A wetland is an area of land that is entirely covered by water for at least part of the year. Do all wetlands look the same? No! Each is a distinct ecosystem that supports life.
A bog is a wetland that accumulates peat, a deposit of dead plant material. Much of this material comes from mosses, like sphagnum moss. Their spongy, mossy floors contain fewer nutrients than a marsh or swamp. As a result, they cannot support large plants.
Only specially adapted creatures like salamanders, dragonflies, snakes, and carnivorous plants thrive in bogs.
Bogs are generally found in cool, northern climates. They receive most of their water from precipitation.
As a wetland, bogs improve water quality, trap carbon in their soil, and provide a habitat for unique plants and animals.
County Antrim, Northern Ireland, UK
A mangrove is a wetland filled with salt‑loving trees. These trees thrive where most plants fail—in brackish water with twice-daily ocean tides. The trees have complex root and salt filtration systems to cope with saltwater and wave action.
Mangroves are important breeding and nesting grounds for birds. They are also vital nurseries for young fish.
Mangroves are often found along tropical coasts where freshwater meets saltwater.
As a wetland, mangroves are important for storm surge protection, and they move carbon from the air into their soil for long‑term storage.
Los Haitises National Park, Dominican Republic
A swamp is a wetland dominated by woody plants and trees. The wet ground creates a thick, nutritious soil for water‑tolerant plants.
Animals that live in swamps—like alligators and frogs—are adapted to changing water levels. Tree root systems provide a rich, sheltered habitat for nesting birds, as well as fish, amphibians, and reptiles.
Freshwater swamps are commonly found inland, while saltwater swamps are usually found along coastal areas. They are fed by water from underground or surface water such as rivers.
As a wetland, swamps serve vital roles in flood protection and nutrient removal.
Florida Everglades, USA
A marsh is a wetland that supports reeds and grasses. Small shrubs often grow along the edges as the land gets drier, but there are few trees.

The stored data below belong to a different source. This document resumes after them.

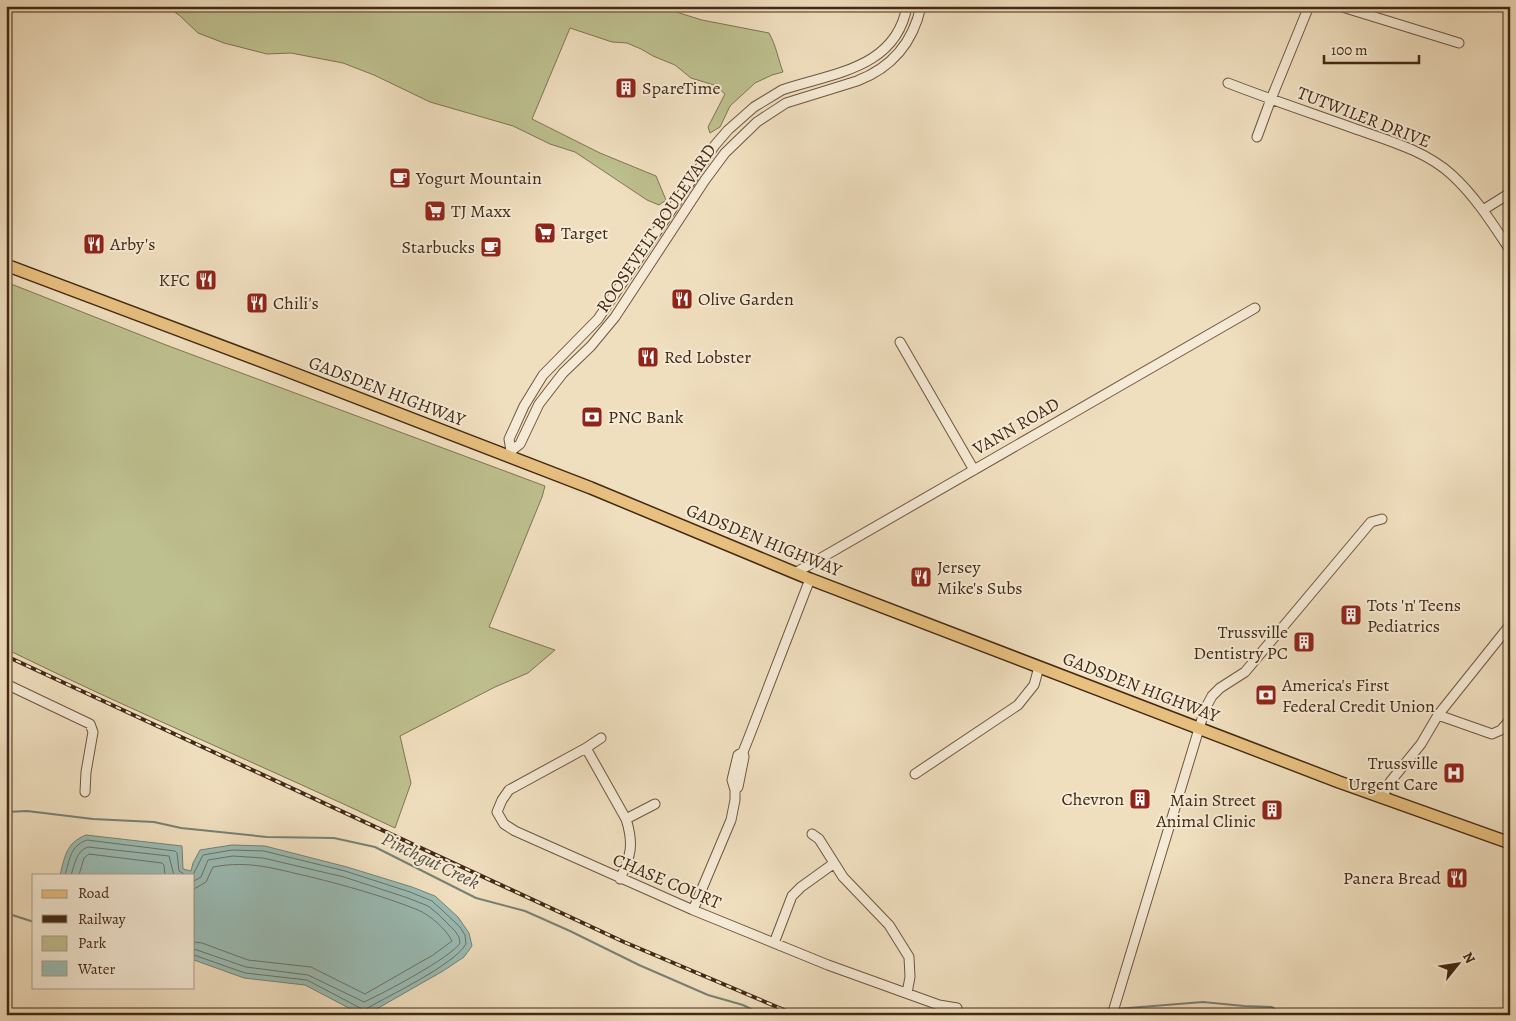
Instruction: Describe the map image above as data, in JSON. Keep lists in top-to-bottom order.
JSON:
{
  "streets": {
    "main road": ["GADSDEN HIGHWAY"],
    "street": [
      "TUTWILER DRIVE",
      "ROOSEVELT BOULEVARD",
      "VANN ROAD",
      "CHASE COURT"
    ]
  },
  "crossings": [
    ["ROOSEVELT BOULEVARD", "GADSDEN HIGHWAY"],
    ["GADSDEN HIGHWAY", "VANN ROAD"]
  ],
  "water": ["Pinchgut Creek"],
  "places": {
    "building": [
      "SpareTime",
      "Tots 'n' Teens Pediatrics",
      "Trussville Dentistry PC",
      "Chevron",
      "Main Street Animal Clinic"
    ],
    "cafe": ["Yogurt Mountain", "Starbucks"],
    "supermarket": ["TJ Maxx", "Target"],
    "restaurant": [
      "Arby's",
      "KFC",
      "Olive Garden",
      "Chili's",
      "Red Lobster",
      "Jersey Mike's Subs",
      "Panera Bread"
    ],
    "bank": ["PNC Bank", "America's First Federal Credit Union"],
    "hospital": ["Trussville Urgent Care"]
  },
  "legend": [
    "Road",
    "Railway",
    "Park",
    "Water"
  ],
  "scale_bar": "100 m",
  "north": "top right"
}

In Botswana, lions, jackals, and bat-eared foxes can be seen on the outskirts of marshes. They are home to diverse birdlife, such as Abdim’s storks, kori bustards, and large secretary birds.
Marshes can be formed by tides in lowland areas near a coast. Rivers often form marshlands on low lying floodplains and near lakes that flood during the wet season.
As a wetland, marshes contain water supplies in their soil. They also reduce damage by floods by absorbing floodwater.